Para mim, Kurt Cobain sempre será o homem que subiu ao palco do Morumbi, em 1993, para o que mais tarde chamaria de pior show da carreira do Nirvana. Na época eu morava em Porto Alegre, tinha dezoito anos e estava no quartel: a primeira guarda, as primeiras recomendações do pernoite, eu de pé numa quinta-feira em frente a um sargento gordo que falava dos cuidados com o fuzil. Ele não conseguia dizer a palavra senha, dizia sanha, e qual é o procedimento correto? Ele mesmo respondia: alto lá e pedir a sanha.

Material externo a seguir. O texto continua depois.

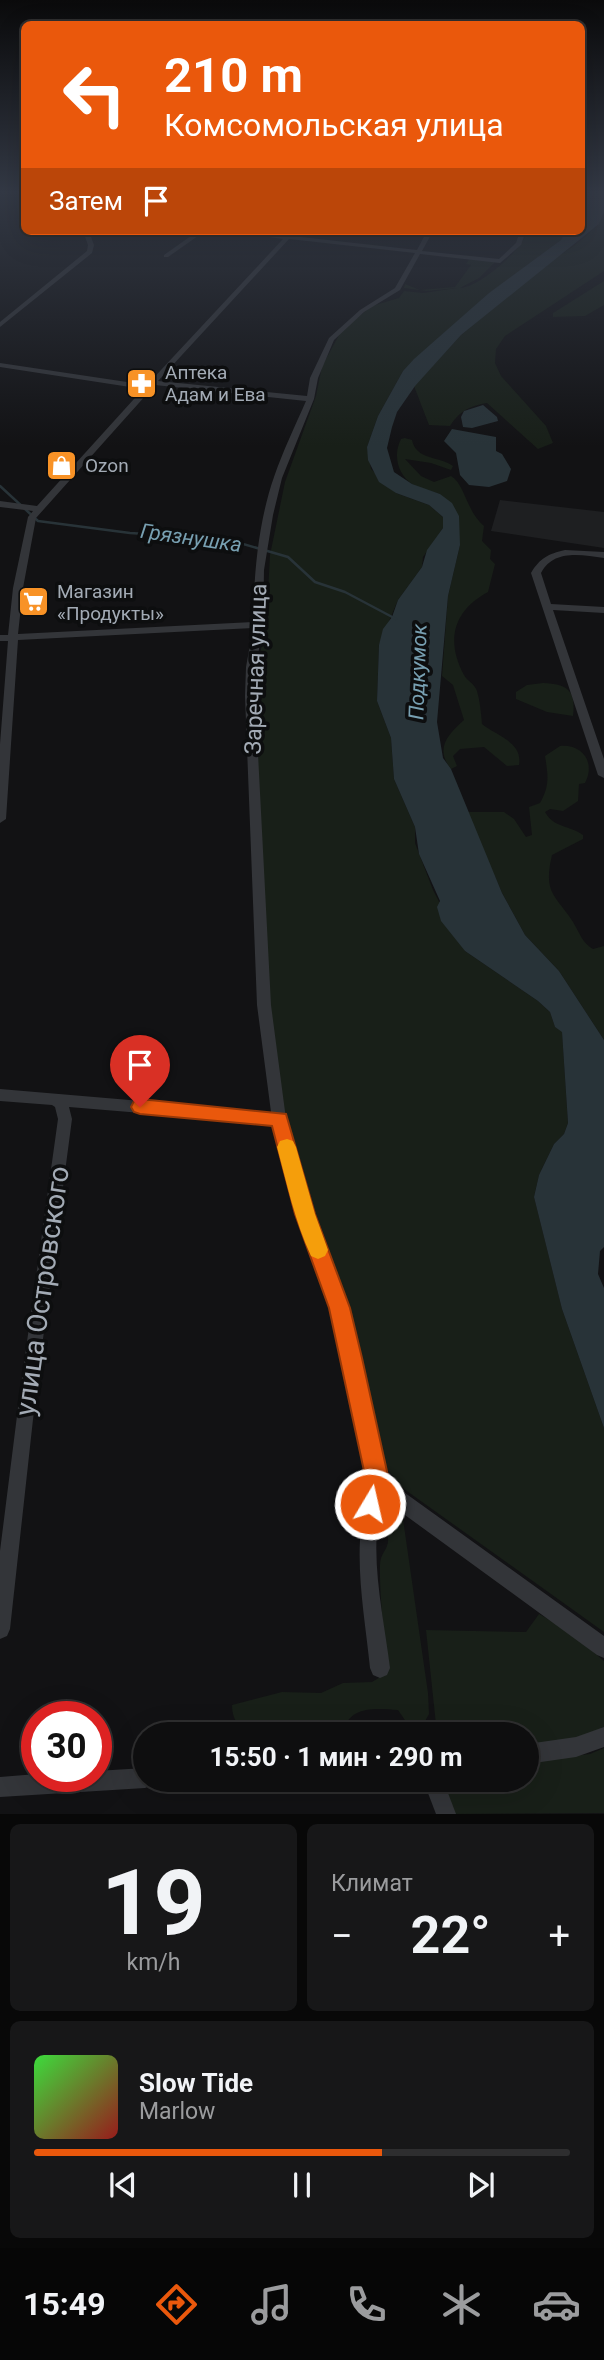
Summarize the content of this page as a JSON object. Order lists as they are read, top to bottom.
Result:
{
  "streets": {
    "street": ["Заречная улица", "улица Островского"]
  },
  "water": ["Грязнушка", "Подкумок"],
  "places": {
    "pharmacy": ["Аптека Адам и Ева"],
    "shop": ["Ozon"],
    "supermarket": ["Магазин «Продукты»"]
  },
  "page": {
    "turn": ["210 m", "Комсомольская улица"],
    "then": "Затем",
    "limit": "30",
    "trip": "15:50 · 1 мин · 290 m",
    "tile": [
      ["19", "km/h"],
      "Климат"
    ],
    "heat": ["−", "22°", "+"],
    "song": ["Slow Tide", "Marlow"],
    "tabs": "15:49"
  }
}
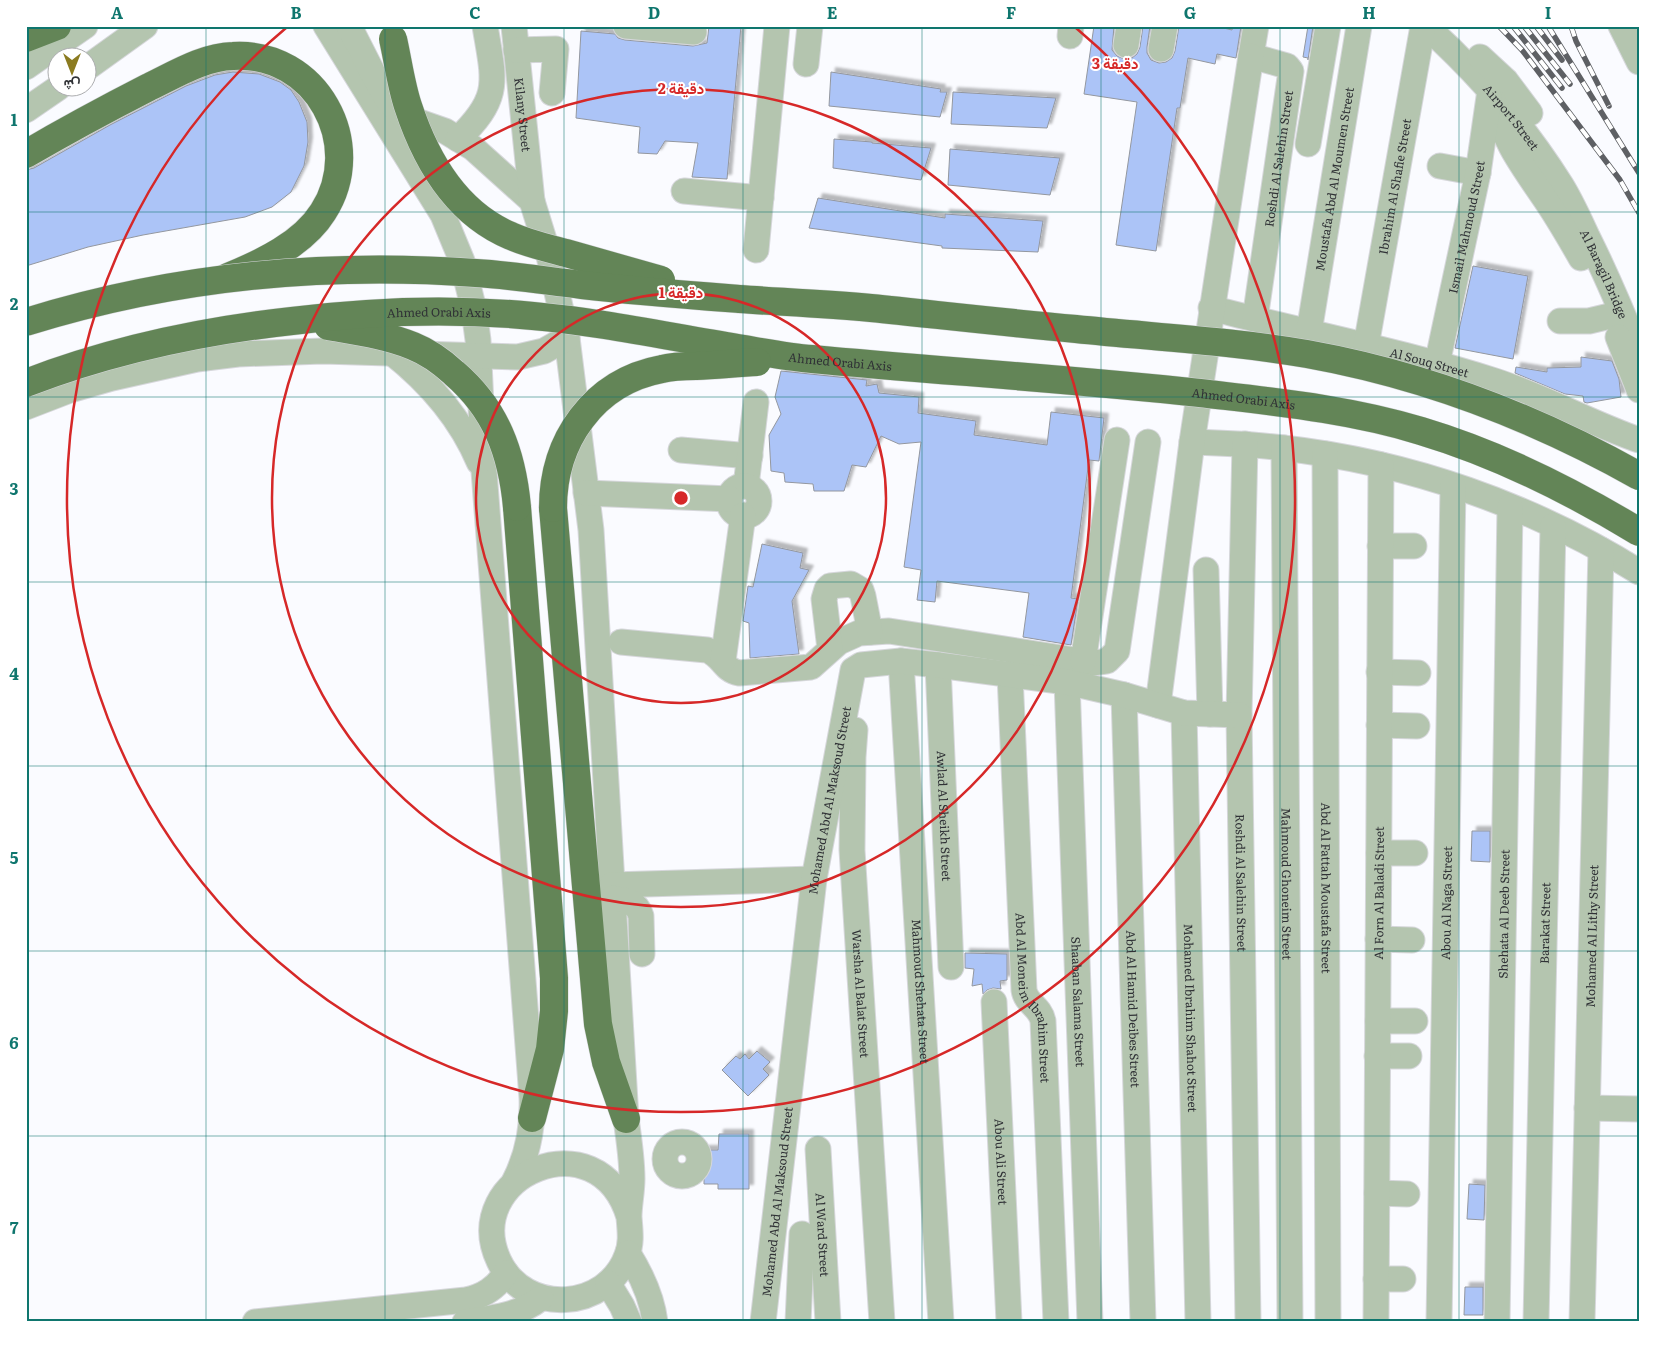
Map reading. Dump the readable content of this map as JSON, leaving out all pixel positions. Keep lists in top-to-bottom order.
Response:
{
  "streets": {
    "highway": ["Ahmed Orabi Axis"],
    "street": [
      "Kilany Street",
      "Airport Street",
      "Roshdi Al Salehin Street",
      "Moustafa Abd Al Moumen Street",
      "Ibrahim Al Shafie Street",
      "Ismail Mahmoud Street",
      "Al Baragil Bridge",
      "Al Souq Street",
      "Mohamed Abd Al Maksoud Street",
      "Awlad Al Sheikh Street",
      "Mahmoud Ghoneim Street",
      "Abd Al Fattah Moustafa Street",
      "Al Forn Al Baladi Street",
      "Abou Al Naga Street",
      "Shehata Al Deeb Street",
      "Barakat Street",
      "Mohamed Al Lithy Street",
      "Mahmoud Shehata Street",
      "Warsha Al Balat Street",
      "Abd Al Moneim Ibrahim Street",
      "Shaaban Salama Street",
      "Abd Al Hamid Deibes Street",
      "Mohamed Ibrahim Shahot Street",
      "Abou Ali Street",
      "Al Ward Street"
    ]
  },
  "crossings": [
    ["Airport Street", "Ibrahim Al Shafie Street"],
    ["Airport Street", "Ismail Mahmoud Street"],
    ["Airport Street", "Al Baragil Bridge"],
    ["Roshdi Al Salehin Street", "Al Souq Street"],
    ["Moustafa Abd Al Moumen Street", "Al Souq Street"],
    ["Ibrahim Al Shafie Street", "Al Souq Street"],
    ["Ismail Mahmoud Street", "Al Souq Street"],
    ["Mohamed Abd Al Maksoud Street", "Warsha Al Balat Street"]
  ],
  "north": "bottom",
  "grid": {
    "columns": [
      "A",
      "B",
      "C",
      "D",
      "E",
      "F",
      "G",
      "H",
      "I"
    ],
    "rows": [
      "1",
      "2",
      "3",
      "4",
      "5",
      "6",
      "7"
    ]
  },
  "rings": ["3 دقيقة", "2 دقيقة", "1 دقيقة"]
}
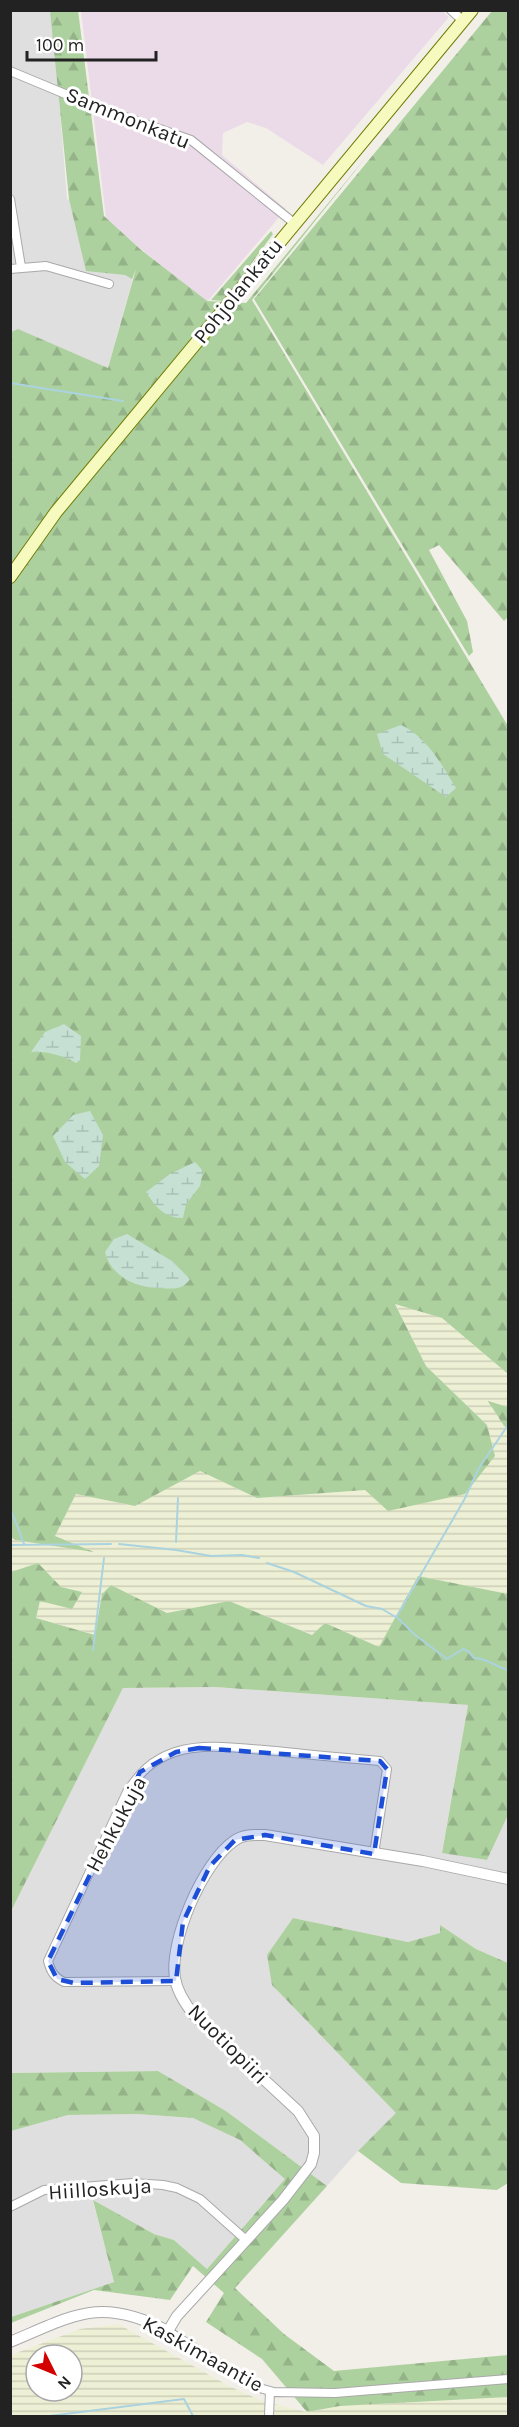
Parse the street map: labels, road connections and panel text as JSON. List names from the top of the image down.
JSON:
{
  "streets": {
    "main road": ["Pohjolankatu"],
    "street": [
      "Sammonkatu",
      "Hehkukuja",
      "Nuotiopiiri",
      "Hiilloskuja",
      "Kaskimaantie"
    ]
  },
  "crossings": [
    ["Sammonkatu", "Pohjolankatu"],
    ["Hehkukuja", "Nuotiopiiri"],
    ["Nuotiopiiri", "Hiilloskuja"],
    ["Nuotiopiiri", "Kaskimaantie"]
  ],
  "scale_bar": "100 m",
  "north": "bottom right"
}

Eu estava no Centro de Preparação de Oficiais da Reserva, o CPOR, o quartel dos universitários que escaparam de limpar estrume numa unidade de cavalaria ou apanhar de sabonete na Polícia do Exército. Não fazia muita diferença: eu também me submetia às ordens do sargento gordo, e não importava que fosse chamado de aluno em vez de soldado, tivesse aulas de sociologia com um major do Guerra na Selva, assistisse a palestras sobre doenças venéreas e orçamento da União. Não importava a ditadura de 1964 a 1985, nem o impeachment de Collor em 1992, nem que a vida militar brasileira não despertasse mais o interesse de ninguém, menos ainda de quem morava com os pais e tinha uma guitarra e fazia parte de uma banda como eu, porque todas as manhãs era preciso estar de uniforme às sete, corneta, balde e vassoura, e o nome técnico para a retirada da hera da quadra de basquete é cri-cri.
3.
Acabei no CPOR porque um major amigo da família disse que meu nome estaria numa lista de dispensas do quartel de triagem. Mas ao chegar lá um cabo perguntou endereço, data de nascimento e se eu fazia faculdade. Direito. Onde? Na Federal. Eu tinha acabado o segundo semestre e fazia estágio num escritório de advocacia não muito longe dali, para onde pretendia ir depois de pegar o certificado de dispensa e fazer hora num café do mercado público. Já estava até planejado, eu já sabia até a fita que ouviria no walkman para comemorar, mas o cabo procurou o nome na lista e riu e deu a resposta que todo cabo sonha dar para um estudante de camisa social e pasta de couro e fone no pescoço: então vai trancar a matrícula.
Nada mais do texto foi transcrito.